One of the issues that has been worked out is that of sexual dimorphism. Many closely related species, differing primarily in size have now been determined to represent males and females of single species. Monks and Palmer indicate that the larger ones represent the females as is the case with many other animal groups.

Growth rate and life span of the ammonites is yet another area for conjecture. Based upon ammonite habitats as warm shallow seas, it is believed that they probably grew faster than the modern nautilus making them more like squid and cuttlefish. Even at this, Monks and Palmer report of a study that projected life span of one ammonite at 36 years making it more like the long lived nautilus. This study was based upon known growth rate for an epifaunal worm on an ammonite shell. Another study based upon isotopic analysis of the shell of a small ammonite indicated that it had lived through 12 seasonal changes.

The next to last chapter of Ammonites involves taxonomy and classification.

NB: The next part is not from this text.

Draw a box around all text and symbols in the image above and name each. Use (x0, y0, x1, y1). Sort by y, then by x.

Here the reader will learn that Monks and Palmer have used the term “ammonite” in its somewhat generic and popular sense. More correctly the book is about ammonoids of which only one order of nine are the true ammonites. Be that as it may, this final chapter gives general descriptions of each of these nine orders. Some of this descriptive information is morphologic and some is biologic. The included glossary is helpful for some of the terms used in this chapter.

Monks and Palmer wrap up with a chapter on the extinction of the ammonites. Each of the orders introduced in the preceding chapter became extinct at different times. As with many extinction related events through geologic time, these are no different in that they have mysterious and little understood causes. Monks and Palmer maintain that the ammonites may be more closely allied with coleoids (squids, cuttlefish and octopus) than with the modern nautilus making their ultimate demise that much more strange.

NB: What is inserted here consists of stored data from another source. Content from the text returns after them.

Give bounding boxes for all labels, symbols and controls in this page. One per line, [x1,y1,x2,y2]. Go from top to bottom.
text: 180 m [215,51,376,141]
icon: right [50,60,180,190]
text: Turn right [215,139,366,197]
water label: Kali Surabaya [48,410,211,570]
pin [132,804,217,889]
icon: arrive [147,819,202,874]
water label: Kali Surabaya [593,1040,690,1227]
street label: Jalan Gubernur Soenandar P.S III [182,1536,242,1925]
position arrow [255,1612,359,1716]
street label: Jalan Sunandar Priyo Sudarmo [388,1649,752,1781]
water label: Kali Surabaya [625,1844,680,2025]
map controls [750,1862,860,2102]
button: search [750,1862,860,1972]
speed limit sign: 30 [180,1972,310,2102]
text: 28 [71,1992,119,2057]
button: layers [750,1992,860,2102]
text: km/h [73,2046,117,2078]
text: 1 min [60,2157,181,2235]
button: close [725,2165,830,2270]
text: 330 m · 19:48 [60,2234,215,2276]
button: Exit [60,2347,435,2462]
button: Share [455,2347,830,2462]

Readability: High School level and above. The few technical terms used are defined in context or covered in the glossary.

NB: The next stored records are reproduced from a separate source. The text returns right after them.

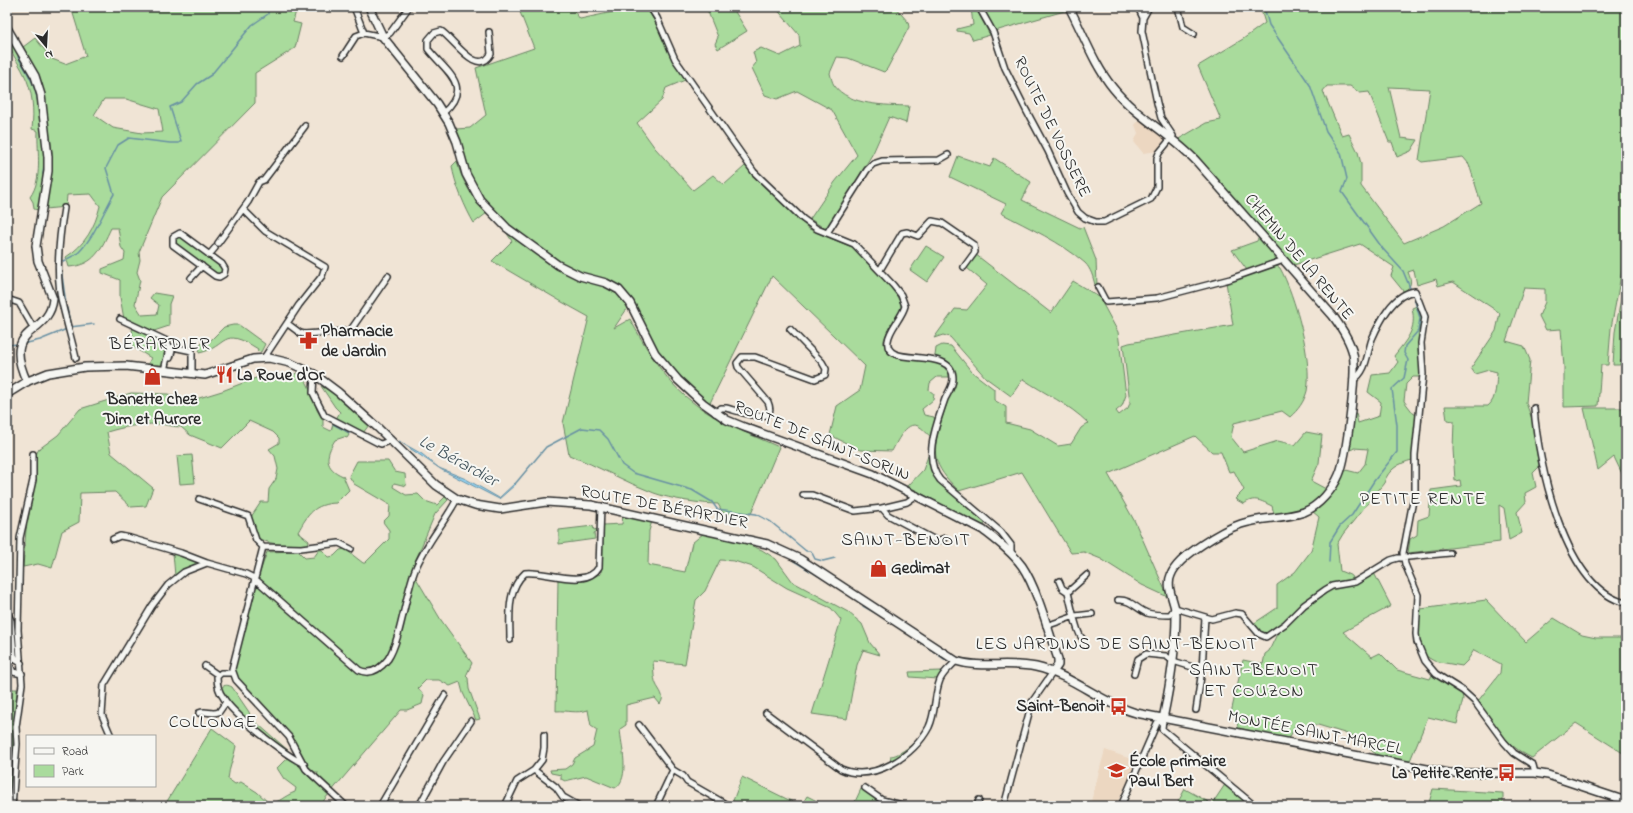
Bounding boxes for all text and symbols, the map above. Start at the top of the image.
north arrow [26,26,66,66]
text: N [43,46,55,63]
street label: ROUTE DE VOSSERE [1007,52,1097,202]
street label: CHEMIN DE LA RENTE [1238,188,1360,326]
place label: Pharmacie de Jardin [321,319,394,364]
pharmacy icon: Pharmacie de Jardin [298,331,318,351]
district label: BÉRARDIER [108,332,211,358]
place label: La Roue d'Or [237,363,325,388]
restaurant icon: La Roue d'Or [214,365,234,385]
shop icon: Banette chez Dim et Aurore [142,367,162,387]
place label: Banette chez Dim et Aurore [102,387,202,432]
street label: ROUTE DE SAINT-SORLIN [730,394,914,488]
water label: Le Bérardier [414,429,505,496]
street label: ROUTE DE BÉRARDIER [578,479,750,536]
district label: PETITE RENTE [1360,487,1486,513]
district label: SAINT-BENOIT [841,528,971,554]
place label: Gedimat [891,556,950,581]
shop icon: Gedimat [868,558,888,578]
district label: LES JARDINS DE SAINT-BENOIT [976,632,1258,658]
district label: SAINT-BENOIT ET COUZON [1189,658,1319,705]
place label: Saint-Benoit [1016,694,1105,719]
bus stop icon: Saint-Benoit [1108,696,1128,716]
street label: MONTÉE SAINT-MARCEL [1226,704,1405,762]
district label: COLLONGE [169,710,257,736]
legend [26,735,156,787]
text: Road [62,743,88,761]
place label: École primaire Paul Bert [1129,749,1227,794]
school or university icon: École primaire Paul Bert [1106,761,1126,781]
place label: La Petite Rente [1392,761,1494,786]
text: Park [62,763,84,781]
bus stop icon: La Petite Rente [1496,763,1516,783]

On the Upside: Nicely illustrated and very readable with the most current information on the ammonites.

On the Downside: Outrageously expensive for the size of the book and the information contained within.

Overall Rating: Ammonites is a good book about one of the most popular of the invertebrate fossils and a valuable book for the ammonite enthusiast. I can’t rate Ammonites as excellent because of the cost – it does little good to write a book for the general reader if it is priced such that most people won’t be able to afford it.